DIRECTIONS FOR THIS TASK:
Take the data below and copy exactly the lines starting at the one with "flex:none; width:28px; height:28px;" and finishing at the one with "position:absolute; left:1245px; top:15px;", both included.

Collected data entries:
══════════

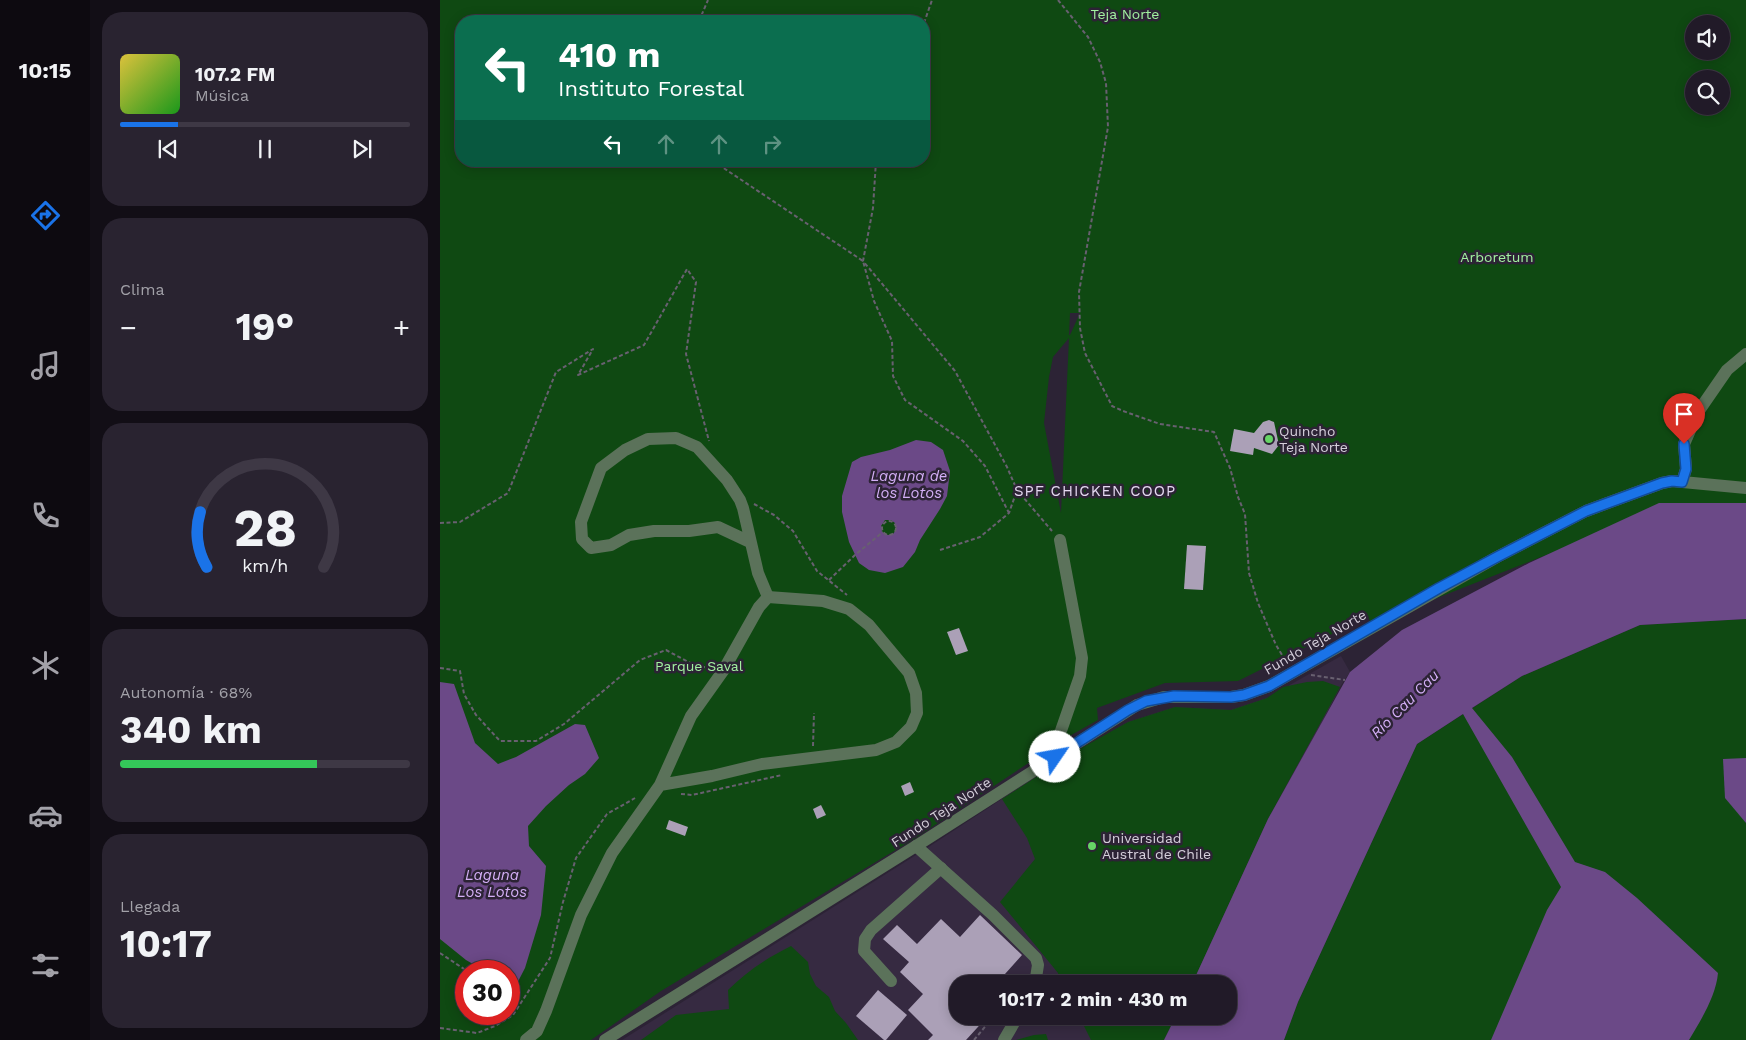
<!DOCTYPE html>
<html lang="es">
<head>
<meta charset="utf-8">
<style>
  body { margin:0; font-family:"Work Sans",sans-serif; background:#292330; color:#f1f3f6; height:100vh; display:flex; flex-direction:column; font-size:19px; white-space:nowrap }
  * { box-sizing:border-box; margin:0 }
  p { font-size:16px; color:#a2a1a8 }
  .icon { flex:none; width:28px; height:28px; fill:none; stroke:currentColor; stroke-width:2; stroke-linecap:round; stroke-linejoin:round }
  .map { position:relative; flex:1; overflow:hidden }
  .side { display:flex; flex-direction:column; gap:12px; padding:12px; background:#120e16; width:350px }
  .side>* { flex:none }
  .hud { position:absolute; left:15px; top:15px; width:475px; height:152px; border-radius:20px; box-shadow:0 2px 12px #0003,0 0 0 1px #3e3845; background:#0b6e4f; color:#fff; overflow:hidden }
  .tools { position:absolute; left:1245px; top:15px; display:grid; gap:10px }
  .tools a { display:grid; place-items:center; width:45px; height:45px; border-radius:50%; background:#211a28; box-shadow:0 2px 12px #0003,0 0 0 1px #3e3845; font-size:25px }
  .speed { position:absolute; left:15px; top:960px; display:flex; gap:10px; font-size:25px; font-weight:700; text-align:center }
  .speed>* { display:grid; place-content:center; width:65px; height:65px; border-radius:50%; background:#211a28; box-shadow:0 2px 12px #0003,0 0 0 1px #3e3845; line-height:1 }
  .speed .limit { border:8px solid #d22; background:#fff; color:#111 }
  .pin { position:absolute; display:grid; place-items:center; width:42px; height:42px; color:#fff; margin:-51px -21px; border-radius:50% 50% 50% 0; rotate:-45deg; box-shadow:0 0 5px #0007 }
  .pin .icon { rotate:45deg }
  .me { position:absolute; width:55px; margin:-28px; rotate:57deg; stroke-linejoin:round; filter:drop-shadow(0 0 4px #0008) }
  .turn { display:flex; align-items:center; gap:18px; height:105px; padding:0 20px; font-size:22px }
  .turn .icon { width:65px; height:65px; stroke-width:2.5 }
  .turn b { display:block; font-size:35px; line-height:42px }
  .lanes { display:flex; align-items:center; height:48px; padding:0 20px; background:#0003; justify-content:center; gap:25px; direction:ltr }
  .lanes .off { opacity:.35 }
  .big { font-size:38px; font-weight:700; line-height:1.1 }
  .side .card { flex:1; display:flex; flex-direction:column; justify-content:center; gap:8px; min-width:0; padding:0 18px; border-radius:20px; background:#292330 }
  .side .dial { align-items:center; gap:0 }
  .dial svg { height:130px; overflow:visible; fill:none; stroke:#3e3845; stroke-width:7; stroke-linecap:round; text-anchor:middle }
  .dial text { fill:#f1f3f6; stroke:none }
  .song { display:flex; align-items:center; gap:15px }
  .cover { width:60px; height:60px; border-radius:8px; background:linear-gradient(135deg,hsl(50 70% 55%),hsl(120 70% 35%)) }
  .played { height:5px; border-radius:2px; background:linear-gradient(90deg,#1a73e8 20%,#3e3845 20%) }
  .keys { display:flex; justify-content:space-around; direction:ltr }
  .heat { display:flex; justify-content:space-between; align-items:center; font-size:28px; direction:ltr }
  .charge { height:8px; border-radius:4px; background:linear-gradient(90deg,#34c759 68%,#3e3845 0) }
  .trip { position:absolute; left:509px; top:975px; width:288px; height:50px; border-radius:20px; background:#211a28; box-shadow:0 2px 12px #0003,0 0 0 1px #3e3845; font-weight:700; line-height:50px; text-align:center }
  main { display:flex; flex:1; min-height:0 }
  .tab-bar { display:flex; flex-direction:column; width:90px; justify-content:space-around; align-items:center; background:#0d0a10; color:#a2a1a8 }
  .tab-bar .icon { width:35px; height:35px }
  .tab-bar .active { color:#1a73e8 }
  .tab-bar b { font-size:22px; color:#f1f3f6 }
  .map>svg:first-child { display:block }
  .built { fill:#362a41 }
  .green { fill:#0f4912; fill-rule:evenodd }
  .water { fill:#6b4987; fill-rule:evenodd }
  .building { fill:#aba0b7 }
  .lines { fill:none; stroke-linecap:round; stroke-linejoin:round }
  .path { stroke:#686070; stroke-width:2; stroke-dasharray:4 2.5; stroke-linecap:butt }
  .minor { stroke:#5b725a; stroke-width:12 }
  .route-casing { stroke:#114b97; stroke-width:12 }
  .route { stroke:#1a73e8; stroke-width:9 }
  .poi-dot { fill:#66d466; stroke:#2c2335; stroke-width:2 }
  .labels { text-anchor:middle; stroke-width:5; stroke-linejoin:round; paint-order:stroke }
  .park-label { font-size:14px; fill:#a2f1a0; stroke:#2c2335 }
  .poi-label { font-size:14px; fill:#d5cfdb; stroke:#2c2335; text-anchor:start }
  .street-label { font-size:14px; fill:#d5cfdb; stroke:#2c2335 }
  .water-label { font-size:15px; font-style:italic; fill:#d4aff7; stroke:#2c2335 }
  .neighbourhood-label { font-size:15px; letter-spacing:1px; fill:#e5d9f1; stroke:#2c2335 }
</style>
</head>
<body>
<main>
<nav class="tab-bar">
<b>10:15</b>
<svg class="icon active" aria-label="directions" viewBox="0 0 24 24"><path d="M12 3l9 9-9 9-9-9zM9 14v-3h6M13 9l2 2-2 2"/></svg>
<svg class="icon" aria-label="music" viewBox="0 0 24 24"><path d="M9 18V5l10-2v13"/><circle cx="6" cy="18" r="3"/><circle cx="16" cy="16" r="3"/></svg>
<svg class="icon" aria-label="phone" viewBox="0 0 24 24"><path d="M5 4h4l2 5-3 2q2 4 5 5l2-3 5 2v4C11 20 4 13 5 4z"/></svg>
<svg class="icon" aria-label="climate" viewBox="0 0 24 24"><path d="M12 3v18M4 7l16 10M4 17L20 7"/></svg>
<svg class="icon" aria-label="car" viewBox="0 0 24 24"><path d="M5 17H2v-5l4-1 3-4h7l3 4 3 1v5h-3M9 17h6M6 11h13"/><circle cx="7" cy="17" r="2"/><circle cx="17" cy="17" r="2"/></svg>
<svg class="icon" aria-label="filters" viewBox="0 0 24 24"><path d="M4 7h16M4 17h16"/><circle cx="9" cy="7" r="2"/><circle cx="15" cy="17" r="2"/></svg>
</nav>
<section class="side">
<div class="card">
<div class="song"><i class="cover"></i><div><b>107.2 FM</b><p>Música</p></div></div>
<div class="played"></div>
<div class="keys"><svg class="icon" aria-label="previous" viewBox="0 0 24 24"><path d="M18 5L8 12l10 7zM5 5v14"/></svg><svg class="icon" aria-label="pause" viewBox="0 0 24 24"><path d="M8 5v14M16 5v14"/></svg><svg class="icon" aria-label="next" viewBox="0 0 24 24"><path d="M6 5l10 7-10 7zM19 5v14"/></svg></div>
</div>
<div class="card"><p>Clima</p>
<div class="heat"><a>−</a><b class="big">19°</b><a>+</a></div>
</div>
<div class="card dial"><svg viewBox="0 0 100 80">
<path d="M14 69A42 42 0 1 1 86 69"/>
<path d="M14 69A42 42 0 0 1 10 35" stroke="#1a73e8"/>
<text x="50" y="56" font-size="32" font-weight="700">28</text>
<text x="50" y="72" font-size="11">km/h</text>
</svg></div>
<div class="card"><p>Autonomía · 68%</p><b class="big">340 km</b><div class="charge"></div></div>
<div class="card"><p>Llegada</p><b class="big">10:17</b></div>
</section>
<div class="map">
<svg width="1306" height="1040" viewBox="0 0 1306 1040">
  <rect width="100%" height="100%" fill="#2c2335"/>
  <polygon class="built" points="901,656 910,672 900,687 752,984 518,984 518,1016 736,1016 724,1040 182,1040 484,850 614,765 688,722 735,707 791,710 827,698"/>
  <g class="green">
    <path d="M0,0H1306V503L1219,506L1119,550L931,624L928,616L798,681L725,683L657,708L658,720L601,752V735L596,745V758L474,839L221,991L151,1040H0ZM21,21H484V161H21ZM1254,24H1281V51H1254ZM1254,79H1281V106H1254ZM630,313H640L630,335H629ZM629,338L621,513L604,423L609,377L613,357ZM26,971H69V1014H26Z"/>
    <polygon points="1306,619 1306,1040 844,1040 858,1002 977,744 1082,676 1200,625"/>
    <polygon points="883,681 900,687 828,819 752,984 621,984 618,973 560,902 595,859 587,838 562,799 638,750 688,722 735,707 791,710 827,698 843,687 867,682"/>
    <path d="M351,946L368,962L370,974L376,986L389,997L395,1011L406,1023L418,1040H201L236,1015L289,1009L288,990C307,971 327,958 351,946Z"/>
    <polygon points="639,1016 736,1016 724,1040 651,1040"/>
    <polygon points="606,1034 608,1040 576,1040 594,1035"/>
  </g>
  <g class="water">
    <path d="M476,440L491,442L503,450L510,471L507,496L500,509L480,540L475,552L463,567L445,573L429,570L419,563L409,542L402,512V496L412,462L421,457L450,450ZM445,520H451L455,523L456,530L453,534L448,535L442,532L441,526Z"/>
    <path d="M1219,503H1306V619L1200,625L1082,676L1032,708L1072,757L1135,862L1165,872L1197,898L1278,973C1276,996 1261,1020 1249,1040H1051L1107,910L1121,887L1023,714L977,744L858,1002L844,1040H724L736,1016H788V984H752L828,819L910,672L962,630L1089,563Z"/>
    <polygon points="0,682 14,684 35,743 58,764 76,757 135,724 145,725 159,758 145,774 129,785 106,806 88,826 89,846 106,866 101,915 85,968 69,999 69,971 45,971 26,960 0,939"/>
    <polygon points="1306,758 1306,823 1285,798 1283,759"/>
  </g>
  <g class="building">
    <polygon points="829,420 834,422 839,445 832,454 814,448 813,455 790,451 794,429 814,433 823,422"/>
    <polygon points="747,545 766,546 763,590 744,589"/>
    <polygon points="519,628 528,651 516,655 507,632"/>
    <polygon points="470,782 474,792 465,796 461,786"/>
    <polygon points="381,805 386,815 377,819 373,809"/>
    <polygon points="229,820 248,827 245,836 226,829"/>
    <polygon points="540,915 582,955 556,984 518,984 518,1016 548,1016 526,1040 488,1040 493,1035 468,1010 483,994 460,972 469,962 443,939 457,925 477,944 501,919 520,937"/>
    <polygon points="438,990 467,1015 446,1040 444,1040 416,1016"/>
  </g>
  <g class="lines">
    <g class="path">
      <polyline points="618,0 648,37 660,62 666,83 668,127 639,292 640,328 645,353 672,406 683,411 720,424 774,432 790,468 798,497 805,514 809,573 818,603 836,645 847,663"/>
      <polyline points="259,21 268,0"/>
      <polyline points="484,23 492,0"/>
      <polyline points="273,161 423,261 434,301 452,341 453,376 465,400 523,441 545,466 569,513"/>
      <polyline points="436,161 433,208 423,261 515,371 567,467 577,490 612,531"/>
      <polyline points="314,504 334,515 353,531 377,571 407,595"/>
      <circle cx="449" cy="528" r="7"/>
      <polyline points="0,523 20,522 68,493 116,372 153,349 138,375 204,345 247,269 256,282 246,354 269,441"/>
      <polyline points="500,550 540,537 569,513 577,490"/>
      <polyline points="389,580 415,555 443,532"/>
      <polyline points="0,668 20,671 24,694 36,715 60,741 96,741 124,724 200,660 226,650 254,665 269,668"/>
      <polyline points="871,675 905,680"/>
      <polyline points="373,746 374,713"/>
      <polyline points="241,794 252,795 342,775"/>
      <polyline points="0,953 27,971"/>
      <polyline points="69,1011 73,1015"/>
      <polyline points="0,1028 37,1033 55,1026 73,1015 110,958 123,902 136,858 167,814 195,798"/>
      <polyline points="534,1040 554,1016"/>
    </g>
    <g class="minor">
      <polyline points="1242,482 1246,469 1244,444 1258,412 1287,370 1306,354"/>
      <polyline points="310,542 278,527 249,531 214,531 189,535 171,545 151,548 142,539 141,522 161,468 185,450 208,439 236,438 257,447 287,480 300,500 303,508 318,573 328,597"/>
      <polyline points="615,757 615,748 640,676 642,658 620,540"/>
      <polyline points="476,846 553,915 596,958 598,965 595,984"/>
      <polyline points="451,981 424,951 425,939 431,930 501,868"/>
      <polyline points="86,1040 97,1031 106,1011 141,915 172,853 220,785 251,716 283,671 319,607 328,597 383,601 409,609 429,625 469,673 476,693 477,713 471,727 456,742 436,750 322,764 272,776 220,785"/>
      <polyline points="165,1040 476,846 697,705 724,697 791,697 804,695 829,686 1057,557 1146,511 1222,483 1232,481 1306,488"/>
      <polyline points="564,1040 578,1016"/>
    </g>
  </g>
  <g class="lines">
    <g class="route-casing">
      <polyline id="route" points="615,757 688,710 706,701 734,696 791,697 804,695 829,686 999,588 1057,557 1146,511 1222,483 1232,481 1242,482 1246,469 1244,444"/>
    </g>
    <use href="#route" class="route"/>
  </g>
  <g class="poi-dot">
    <circle cx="829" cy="439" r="5"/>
    <circle cx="652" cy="846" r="5"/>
  </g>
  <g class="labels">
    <g class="park-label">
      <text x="685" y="19">Teja Norte</text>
      <text x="1057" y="262">Arboretum</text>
      <text x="259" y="671">Parque Saval</text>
    </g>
    <g class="poi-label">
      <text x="839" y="436">Quincho<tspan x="839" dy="16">Teja Norte</tspan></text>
      <text x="662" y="843">Universidad<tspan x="662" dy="16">Austral de Chile</tspan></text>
    </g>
    <g class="street-label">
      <text transform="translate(875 642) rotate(-30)" y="5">Fundo Teja Norte</text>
      <text transform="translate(501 812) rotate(-33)" y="5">Fundo Teja Norte</text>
    </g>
    <g class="water-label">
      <text x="469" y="481">Laguna de<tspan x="469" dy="17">los Lotos</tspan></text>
      <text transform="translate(965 704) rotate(-45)" y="5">Río Cau Cau</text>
      <text x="52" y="880">Laguna<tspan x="52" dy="17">Los Lotos</tspan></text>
    </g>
    <g class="neighbourhood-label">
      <text x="655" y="496">SPF CHICKEN COOP</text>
    </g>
  </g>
</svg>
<div class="tools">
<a><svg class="icon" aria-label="sound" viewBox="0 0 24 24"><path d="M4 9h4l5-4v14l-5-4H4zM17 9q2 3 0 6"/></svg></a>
<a><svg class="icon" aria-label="search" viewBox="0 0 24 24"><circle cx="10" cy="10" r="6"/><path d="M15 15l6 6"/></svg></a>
</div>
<div class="speed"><div class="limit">30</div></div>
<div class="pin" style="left:1244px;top:444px;background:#d93025"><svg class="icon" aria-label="arrive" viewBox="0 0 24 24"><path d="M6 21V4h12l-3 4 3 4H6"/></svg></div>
<svg class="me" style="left:615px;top:757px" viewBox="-20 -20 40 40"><circle r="19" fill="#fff"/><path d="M0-13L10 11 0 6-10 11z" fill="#1a73e8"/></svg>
<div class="trip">10:17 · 2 min · 430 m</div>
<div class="hud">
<div class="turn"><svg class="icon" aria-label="left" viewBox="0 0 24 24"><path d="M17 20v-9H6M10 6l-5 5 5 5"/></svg><div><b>410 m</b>Instituto Forestal</div></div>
<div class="lanes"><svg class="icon" aria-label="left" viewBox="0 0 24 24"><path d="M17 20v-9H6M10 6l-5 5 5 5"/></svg><svg class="icon off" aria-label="ahead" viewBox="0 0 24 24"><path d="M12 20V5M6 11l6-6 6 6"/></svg><svg class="icon off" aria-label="ahead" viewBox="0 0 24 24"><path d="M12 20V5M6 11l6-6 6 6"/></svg><svg class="icon off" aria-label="right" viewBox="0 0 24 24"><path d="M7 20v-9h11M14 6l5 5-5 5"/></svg></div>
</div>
</div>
</main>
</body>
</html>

══════════

PROBLEM SOLUTION:
  .icon { flex:none; width:28px; height:28px; fill:none; stroke:currentColor; stroke-width:2; stroke-linecap:round; stroke-linejoin:round }
  .map { position:relative; flex:1; overflow:hidden }
  .side { display:flex; flex-direction:column; gap:12px; padding:12px; background:#120e16; width:350px }
  .side>* { flex:none }
  .hud { position:absolute; left:15px; top:15px; width:475px; height:152px; border-radius:20px; box-shadow:0 2px 12px #0003,0 0 0 1px #3e3845; background:#0b6e4f; color:#fff; overflow:hidden }
  .tools { position:absolute; left:1245px; top:15px; display:grid; gap:10px }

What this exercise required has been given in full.